A première vue, un environnement de croissance économique soutenue sans inflation constitue le meilleur des mondes : d’un côté, la croissance est plutôt favorable aux actions ; de l’autre, l’absence d’inflation est un élément positif pour les obligations.
Toutefois, pour certains gérants, l’absence d’inflation alors que la croissance économique accélère et que le chômage est historiquement bas dans plusieurs pays développés représente un vrai défi pour la construction de portefeuille.
L’un des principaux risques pourrait être une accélération imprévue de l’inflation qui obligerait les banques centrales à remonter plus rapidement leurs taux directeurs, entraînant une correction des marchés obligataires.
Les autorités monétaires s’interrogent elles aussi sur cette faiblesse persistante de l’inflation. « Le comportement de l’inflation est de plus en plus difficile à comprendre », observait récemment Claudio Borio, le chef économiste de la Banque des Règlements Internationaux. Il notait que les facteurs réels ayant un impact sur l’inflation, tels que la globalisation, le changement technologique ou la démographique tendent à être sous-estimés.
Ce n’est pas la seule personne à s’en inquiéter. Jim Leawiss, directeur de l’équipe obligataire de M&G Investments, a avoué jeudi ne pas comprendre ce qui se passe sur le front de l’inflation, au cours d’une réunion avec des investisseurs.
Ceci ne l’a toutefois pas empêché de s’exposer aux obligations indexées sur l’inflation aux Etats-Unis (TIPS) considérant que la classe d’actifs est particulièrement bon marché.
A contrario, il juge chères les obligations souveraines et le crédit, estimant que la qualité sous-jacente des indices de crédit s’est détériorée de manière générale.
L’absence d’inflation et les politiques monétaires toujours accommodantes ont incité de plus en plus d’investisseurs à prendre plus de risque, ou à aller se réfugier dans des gestions passives de type ETF. Mais la duration de certains de ces produits a augmenté, si bien que le risque de ces produits est aujourd’hui élevé, au moment même où les souscriptions affluent.
Cette situation est jugée dangereuse par les gérants de M&G, car le mouvement de hausse des taux d’intérêt leur semble inéluctable : pas parce que l’inflation accélèrerait soudainement, mais tout simplement parce que les banques centrales vont réduire leurs achats de papier obligataire.

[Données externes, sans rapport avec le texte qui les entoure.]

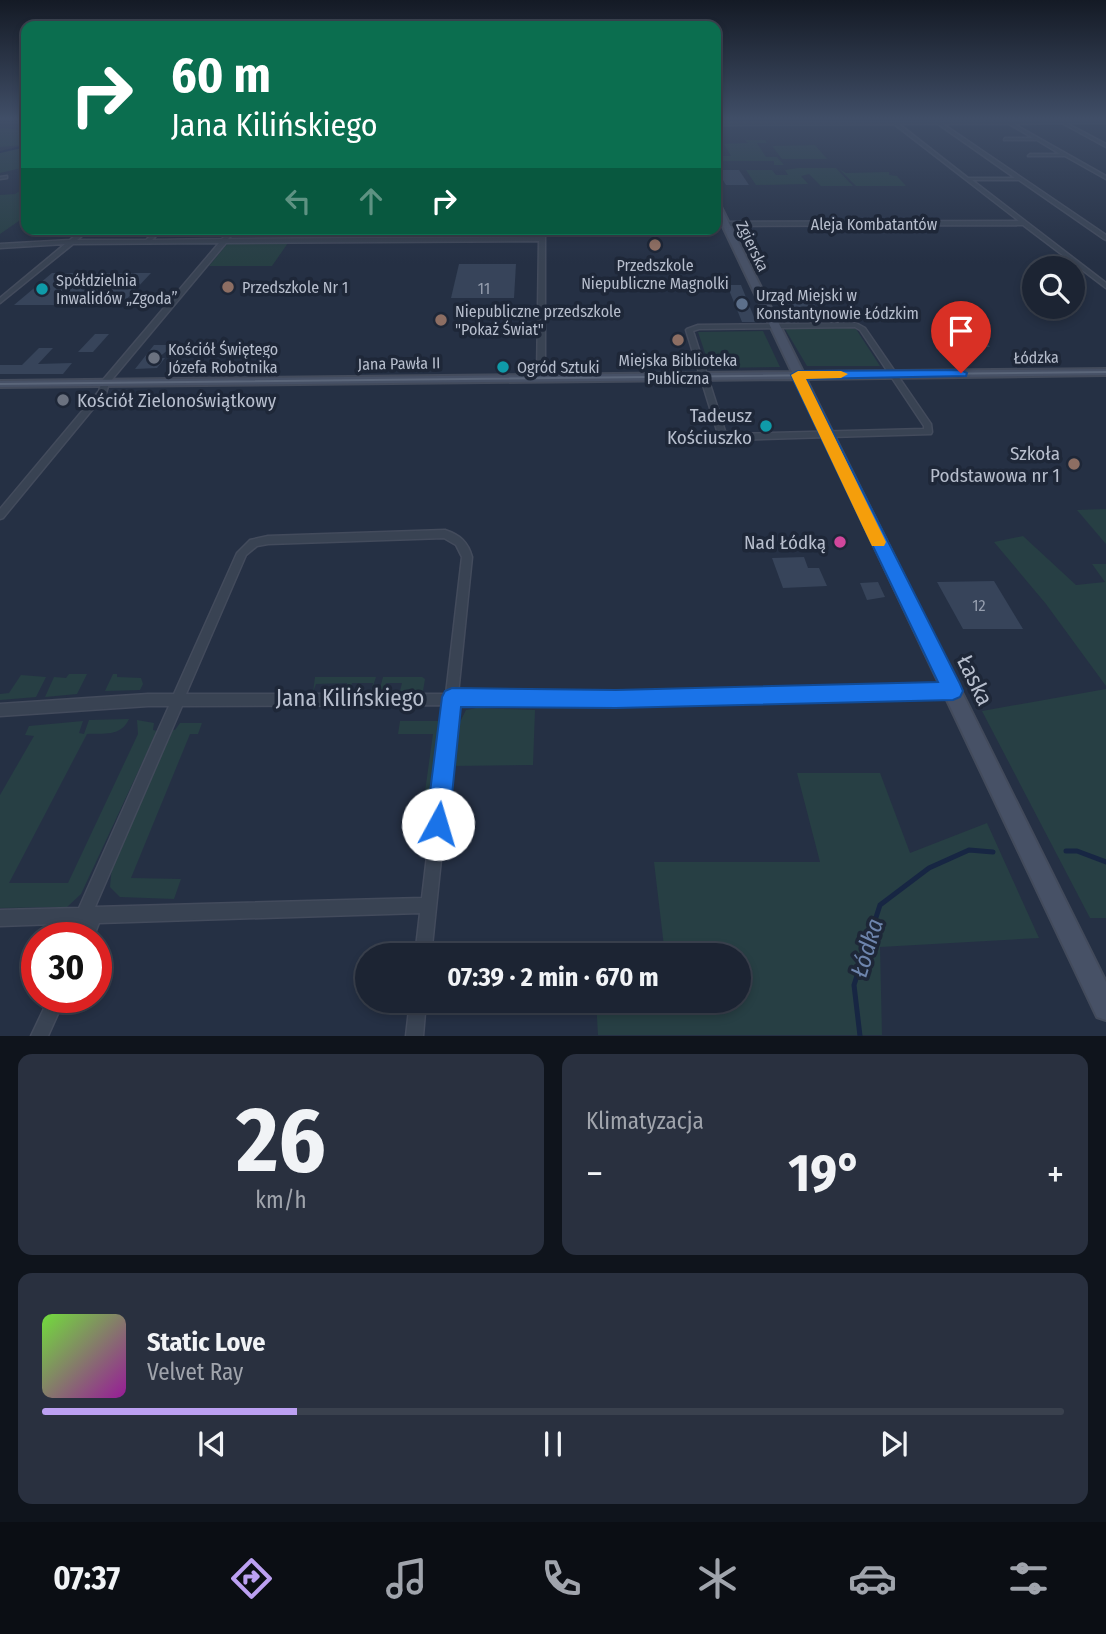 <!DOCTYPE html>
<html lang="pl">
<meta charset="utf-8">
<style>
body{margin:0;font-family:"Fira Sans Condensed",sans-serif;background:#29303f;color:#f1f3f6;height:100vh;display:flex;flex-direction:column;font-size:26px;white-space:nowrap}
*{box-sizing:border-box;margin:0}
p{font-size:23px;color:#a0a4ac}
.icon{flex:none;width:38px;height:38px;fill:none;stroke:currentColor;stroke-width:2;stroke-linecap:round;stroke-linejoin:round}
.map{position:relative;height:1036px;overflow:hidden}
.side{display:flex;flex-direction:column;gap:18px;padding:18px;background:#0f141c;flex:1}
.side>*{flex:none}
.hud{position:absolute;left:21px;top:21px;width:700px;height:214px;border-radius:14px;box-shadow:0 4px 10px #0003,0 0 0 2px #3a414e;background:#0b6e4f;color:#fff;overflow:hidden}
.buttons{position:absolute;left:1022px;top:256px;display:grid;gap:14px}
.buttons a{display:grid;place-items:center;width:63px;height:63px;border-radius:50%;background:#1c2433;box-shadow:0 4px 10px #0003,0 0 0 2px #3a414e;font-size:35px}
.speed{position:absolute;left:21px;top:922px;display:flex;gap:14px;font-size:35px;font-weight:700;text-align:center}
.speed>*{display:grid;place-content:center;width:91px;height:91px;border-radius:50%;background:#1c2433;box-shadow:0 4px 10px #0003,0 0 0 2px #3a414e;line-height:1}
.speed .limit{border:10px solid #d22;background:#fff;color:#111}
.pin{position:absolute;display:grid;place-items:center;width:60px;height:60px;color:#fff;margin:-72px -30px;border-radius:50% 50% 50% 0;rotate:-45deg;box-shadow:0 0 7px #0007}
.pin .icon{rotate:45deg}
.me{position:absolute;width:77px;margin:-38px;rotate:6deg;stroke-linejoin:round;filter:drop-shadow(0 0 5px #0008)}
.turn{display:flex;align-items:center;gap:24px;height:147px;padding:0 35px;font-size:32px}
.turn .icon{width:91px;height:91px;stroke-width:2.5}
.turn b{display:block;font-size:49px;line-height:60px}
.lanes{display:flex;align-items:center;height:66px;padding:0 35px;background:#0003;justify-content:center;gap:35px;direction:ltr}
.lanes .off{opacity:.35}
.big{font-size:52px;font-weight:700;line-height:1.1}
.side .widget{flex:1;display:flex;flex-direction:column;justify-content:center;gap:10px;min-width:0;padding:0 24px;border-radius:14px;background:#29303f}
.side .dial{align-items:center;gap:0}
.dial b{font-size:91px;line-height:1}
.song{display:flex;align-items:center;gap:21px}
.cover{width:84px;height:84px;border-radius:10px;background:linear-gradient(135deg,hsl(100 70% 55%),hsl(300 70% 35%))}
.played{height:7px;border-radius:4px;background:linear-gradient(90deg,#bca0f2 25%,#3a414e 25%)}
.keys{display:flex;justify-content:space-around;direction:ltr}
.heat{display:flex;justify-content:space-between;align-items:center;font-size:38px;direction:ltr}
.side .tiles{flex:1;display:grid;gap:18px;grid-template-columns:1fr 1fr}
.widget:last-child{grid-column:span 2}
.trip{position:absolute;left:355px;top:943px;width:396px;height:70px;border-radius:35px;background:#1c2433;box-shadow:0 4px 10px #0003,0 0 0 2px #3a414e;font-weight:700;line-height:70px;text-align:center}
.tab-bar{display:flex;height:112px;justify-content:space-around;align-items:center;background:#0b0e14;color:#a0a4ac}
.tab-bar .icon{width:49px;height:49px}
.tab-bar .on{color:#bca0f2}
.tab-bar b{font-size:32px;color:#f1f3f6}
.map>svg:first-child{display:block}
.green{fill:#273f44}
.lines{fill:none;stroke-linecap:round;stroke-linejoin:round}
.stream-far1{stroke:#172643;stroke-width:2}
.stream{stroke:#172643;stroke-width:5}
.building{fill:#37445a}
.street-casing{stroke:#434b5c;stroke-width:3}
.secondary-casing{stroke:#434b5c;stroke-width:4}
.street{fill:#394353;fill-rule:evenodd}
.secondary{fill:#475166;fill-rule:evenodd}
.tram{stroke:#5b667a;stroke-width:2}
.route{fill:#1a73e8;stroke:#114b97;stroke-width:2}
.slow{fill:#f59e0b}
.education-dot{fill:#8d6e63;stroke:#1e2738;stroke-width:2.5}
.culture-dot{fill:#0f9aa8;stroke:#1e2738;stroke-width:2.5}
.service-dot{fill:#5c6f8a;stroke:#1e2738;stroke-width:2.5}
.worship-dot{fill:#6b7280;stroke:#1e2738;stroke-width:2.5}
.hotel-dot{fill:#d1479c;stroke:#1e2738;stroke-width:2.5}
.labels{text-anchor:middle;stroke-width:7;stroke-linejoin:round;paint-order:stroke}
.far-street-label{font-size:16px;fill:#b7becd;stroke:#1e2738}
.far-poi-label{font-size:16px;fill:#b7becd;stroke:#1e2738;text-anchor:start}
.number-label{font-size:16px;fill:#959eae}
.poi-label{font-size:19px;fill:#b7becd;stroke:#1e2738;text-anchor:end}
.near-street-label{font-size:23px;fill:#b7becd;stroke:#1e2738}
.near-water-label{font-size:24px;font-style:italic;fill:#6e85ad;stroke:#1e2738}
</style>
<div class="map">
<svg width="1106" height="1036" viewBox="0 0 1106 1036">
<rect width="100%" height="100%" fill="#253044"/>
<g class="green">
<path d="M0 128 26 130V145L0 147Z"/>
<path d="M745 140H765L767 143H757L766 157H777L784 165H774V161H721L718 156H731L724 144H716L748 143Z"/>
<path d="M815 145 827 159H782L772 146Z"/>
<path d="M26 147V167L0 173V152Z"/>
<path d="M798 168H836L853 186H821L809 174 801 176 808 184 756 185 746 170H772L776 175H788L785 170Z"/>
<path d="M839 169 846 173 889 172V175L897 176 906 186H856Z"/>
<path d="M26 187V216L0 234V195L15 194Z"/>
<path d="M228 243H288L272 266H209Z"/>
<path d="M850 328 856 329 880 366H807L785 329Z"/>
<path d="M763 331 780 367 710 368 698 332Z"/>
<path d="M1106 509V544L1077 510Z"/>
<path d="M1023 536 1076 585 1105 582 1092 564H1106V686L1046 604 994 542Z"/>
<path d="M69 674H87L77 694 45 697 54 677 66 678Z"/>
<path d="M113 674H117V677L141 678 143 684 140 690 105 691Z"/>
<path d="M21 675 46 677 36 697 0 700V694L9 693Z"/>
<path d="M315 677H376L371 692 373 683H352L349 692H346L347 683 316 684 313 692Z"/>
<path d="M383 677H422L425 679 423 691H400L402 683H386L384 691 379 692Z"/>
<path d="M1106 689V918H1090L982 711Z"/>
<path d="M477 708 535 710 533 765 451 766 456 723 460 722 466 710Z"/>
<path d="M129 719C121 737 103 733 87 734L9 883H68L138 734 137 720 154 723 153 730 157 731 81 894 67 907 0 908V795L34 736 25 735 29 726 83 721 79 733 84 734 89 720Z"/>
<path d="M400 721H443L431 813H422L433 734H398Z"/>
<path d="M180 723H202L198 734H190L131 878 181 879 174 899 120 897 110 887 112 866 170 730H175Z"/>
<path d="M797 773H880L910 853 987 823 1039 938 880 947 882 1035H598L596 1001H738V956L665 955 654 862H820Z"/>
</g>
<g class="lines">
<path class="stream-far1" d="M0 152 26 146"/>
<g class="stream">
<path d="M1066 851H1077L1106 862"/>
<path d="M860 1036 854 985 880 905 929 868 969 850 993 852"/>
</g>
</g>
<g class="building">
<path d="M717 170H739L749 185H726Z"/>
<path d="M459 264H516L514 298H451Z"/>
<path d="M52 273H151L121 305H14Z"/>
<path d="M727 285H741L756 322H742Z"/>
<path d="M788 294 809 295 822 317H795L783 295Z"/>
<path d="M95 334H109L93 352H78Z"/>
<path d="M957 338H982L990 347H964Z"/>
<path d="M154 345H174L158 358H165L157 368 135 369Z"/>
<path d="M39 348H53L38 364 72 363 63 374H0V365H22Z"/>
<path d="M804 557 808 568H819L827 586 783 588 772 558Z"/>
<path d="M994 581 1023 629H963L937 582Z"/>
<path d="M878 582 885 597 867 600 860 583Z"/>
</g>
<g class="lines">
<defs>
<g id="street">
<path d="M1106 121V123H1066L1106 144V147L1062 123 1014 124 1106 176V179L1065 156H1028L1030 154H1060L1037 140H1004L1005 138H1033L1009 124H943L1106 235V240L1104 239 1019 180H972L1106 283V288L1023 225 716 226V222L1019 221 894 124 716 125V123ZM899 124H938L1015 178H968Z"/>
<path d="M7 176V178L0 179V177Z"/>
<path d="M83 229H90L77 240H146L157 229H163L152 240 222 239 231 229H237L228 239 539 237V229H545V377L541 379 537 377 539 241 226 243 109 383 106 393 3 518 0 519V509L99 391 102 381 219 243 73 244 0 303V298L65 244 0 248V244L70 240Z"/>
<path d="M856 323 865 328 931 424 932 432 931 434 731 440 718 434 686 330 687 329 698 325ZM855 327 860 330 924 426V429L732 434 725 431 693 331 699 329Z"/>
<path d="M445 530C460 535 468 542 472 557L458 694 616 693 953 686 957 687 959 691 957 695 953 696 616 705H457L431 956H415L420 913 99 923 93 938H77L84 923 0 926V910L79 908 169 706H148L0 716V704L148 694H174L237 553 250 540 268 536ZM444 538 456 545 462 557 446 694H186L246 555 257 546 268 544ZM445 705 422 898 95 907 182 706Z"/>
<path d="M49 998H65L48 1036H31Z"/>
<path d="M410 1001H426L423 1036H406Z"/>
</g>
<path id="secondary" d="M716 203 720 205 803 372 1106 369V375L806 379 1106 982V1020L1097 1017 795 379 0 387V381L792 372 716 212Z"/>
</defs>
<use href="#street" class="street-casing"/>
<use href="#secondary" class="secondary-casing"/>
<use href="#street" class="street"/>
<use href="#secondary" class="secondary"/>
<path class="tram" d="M0 384 1106 372"/>
</g>
<linearGradient id="sky" x2="0" y2="1"><stop stop-color="#141a25"/><stop offset="0.45" stop-color="#404e67"/><stop offset="1" stop-color="#404e67" stop-opacity="0"/></linearGradient>
<rect width="1106" height="263" fill="url(#sky)"/>
<path class="route" d="M961 370 967 373 966 376 806 379 960 684 963 691 960 697 953 700 616 708 461 707 449 824 446 832 438 836 429 832 426 824 442 697 445 691 452 688 616 690 938 682 791 375 798 371Z"/>
<path class="slow" d="M798 371H841L848 374 841 378 806 379 886 542 884 546H872L870 542 791 375Z"/>
<g class="education-dot">
<circle cx="655" cy="245" r="7"/>
<circle cx="228" cy="287" r="7"/>
<circle cx="441" cy="320" r="7"/>
<circle cx="678" cy="340" r="7"/>
<circle cx="1074" cy="464" r="7"/>
</g>
<g class="culture-dot">
<circle cx="42" cy="289" r="7"/>
<circle cx="503" cy="367" r="7"/>
<circle cx="766" cy="426" r="7"/>
</g>
<circle class="service-dot" cx="742" cy="304" r="7"/>
<g class="worship-dot">
<circle cx="154" cy="358" r="7"/>
<circle cx="63" cy="400" r="7"/>
</g>
<circle class="hotel-dot" cx="840" cy="542" r="7"/>
<g class="labels">
<g class="far-street-label">
<text x="874" y="230">Aleja Kombatantów</text>
<text transform="translate(753 246) rotate(64)" y="6">Zgierska</text>
<text transform="translate(1036 357) rotate(-1)" y="6">Łódzka</text>
<text transform="translate(399 363) rotate(-1)" y="6">Jana Pawła II</text>
</g>
<g class="far-poi-label">
<text x="655" y="271" text-anchor="middle">Przedszkole<tspan x="655" dy="18">Niepubliczne Magnolki</tspan></text>
<text x="56" y="286">Spółdzielnia<tspan x="56" dy="18">Inwalidów „Zgoda”</tspan></text>
<text x="242" y="293">Przedszkole Nr 1</text>
<text x="756" y="301">Urząd Miejski w<tspan x="756" dy="18">Konstantynowie Łódzkim</tspan></text>
<text x="455" y="317">Niepubliczne przedszkole<tspan x="455" dy="18">"Pokaż Świat"</tspan></text>
<text x="168" y="355">Kościół Świętego<tspan x="168" dy="18">Józefa Robotnika</tspan></text>
<text x="678" y="366" text-anchor="middle">Miejska Biblioteka<tspan x="678" dy="18">Publiczna</tspan></text>
<text x="517" y="373">Ogród Sztuki</text>
</g>
<g class="number-label">
<text x="484" y="294">11</text>
<text x="979" y="611">12</text>
</g>
<g class="poi-label">
<text x="77" y="407" text-anchor="start">Kościół Zielonoświątkowy</text>
<text x="752" y="422">Tadeusz<tspan x="752" dy="22">Kościuszko</tspan></text>
<text x="1060" y="460">Szkoła<tspan x="1060" dy="22">Podstawowa nr 1</tspan></text>
<text x="826" y="549">Nad Łódką</text>
</g>
<g class="near-street-label">
<text transform="translate(975 680) rotate(64)" y="8">Łaska</text>
<text x="350" y="706">Jana Kilińskiego</text>
</g>
<g class="near-water-label">
<text transform="translate(867 948) rotate(-73)" y="8">Łódka</text>
</g>
</g>
</svg>
<div class="buttons">
<a><svg class="icon" aria-label="search" viewBox="0 0 24 24"><circle cx="10" cy="10" r="6"/><path d="M15 15l6 6"/></svg></a>
</div>
<div class="speed"><div class="limit">30</div></div>
<div class="pin" style="left:961px;top:373px;background:#d93025"><svg class="icon" aria-label="arrive" viewBox="0 0 24 24"><path d="M6 21V4h12l-3 4 3 4H6"/></svg></div>
<svg class="me" style="left:438px;top:824px" viewBox="-20 -20 40 40"><circle r="19" fill="#fff"/><path d="M0-13L10 11 0 6-10 11z" fill="#1a73e8"/></svg>
<div class="trip">07:39 · 2 min · 670 m</div>
<div class="hud">
<div class="turn"><svg class="icon" aria-label="right" viewBox="0 0 24 24"><path d="M7 20v-9h11M14 6l5 5-5 5"/></svg><div><b>60 m</b>Jana Kilińskiego</div></div>
<div class="lanes"><svg class="icon off" aria-label="left" viewBox="0 0 24 24"><path d="M17 20v-9H6M10 6l-5 5 5 5"/></svg><svg class="icon off" aria-label="ahead" viewBox="0 0 24 24"><path d="M12 20V5M6 11l6-6 6 6"/></svg><svg class="icon" aria-label="right" viewBox="0 0 24 24"><path d="M7 20v-9h11M14 6l5 5-5 5"/></svg></div>
</div>
</div>
<section class="side">
<div class="tiles">
<div class="widget dial"><b>26</b><p>km/h</p></div>
<div class="widget"><p>Klimatyzacja</p>
<div class="heat"><a>−</a><b class="big">19°</b><a>+</a></div>
</div>
<div class="widget">
<div class="song"><i class="cover"></i><div><b>Static Love</b><p>Velvet Ray</p></div></div>
<div class="played"></div>
<div class="keys"><svg class="icon" aria-label="previous" viewBox="0 0 24 24"><path d="M18 5L8 12l10 7zM5 5v14"/></svg><svg class="icon" aria-label="pause" viewBox="0 0 24 24"><path d="M8 5v14M16 5v14"/></svg><svg class="icon" aria-label="next" viewBox="0 0 24 24"><path d="M6 5l10 7-10 7zM19 5v14"/></svg></div>
</div>
</div>
</section>
<nav class="tab-bar">
<b>07:37</b>
<svg class="icon on" aria-label="directions" viewBox="0 0 24 24"><path d="M12 3l9 9-9 9-9-9zM9 14v-3h6M13 9l2 2-2 2"/></svg>
<svg class="icon" aria-label="music" viewBox="0 0 24 24"><path d="M9 18V5l10-2v13"/><circle cx="6" cy="18" r="3"/><circle cx="16" cy="16" r="3"/></svg>
<svg class="icon" aria-label="phone" viewBox="0 0 24 24"><path d="M5 4h4l2 5-3 2q2 4 5 5l2-3 5 2v4C11 20 4 13 5 4z"/></svg>
<svg class="icon" aria-label="climate" viewBox="0 0 24 24"><path d="M12 3v18M4 7l16 10M4 17L20 7"/></svg>
<svg class="icon" aria-label="car" viewBox="0 0 24 24"><path d="M5 17H2v-5l4-1 3-4h7l3 4 3 1v5h-3M9 17h6M6 11h13"/><circle cx="7" cy="17" r="2"/><circle cx="17" cy="17" r="2"/></svg>
<svg class="icon" aria-label="filters" viewBox="0 0 24 24"><path d="M4 7h16M4 17h16"/><circle cx="9" cy="7" r="2"/><circle cx="15" cy="17" r="2"/></svg>
</nav>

Ceci conduira à un excès d’offre sur les marchés, avec à la clef une remontée des taux, ou ce qui revient au même une baisse des cours.
L’absence d’inflation demeure donc un mystère pour de nombreux observateurs. Mais cela ne veut pas dire qu’il n’y a pas de montée des risques, en particulier sur le plan de la valorisation de nombreuses classes d’actifs.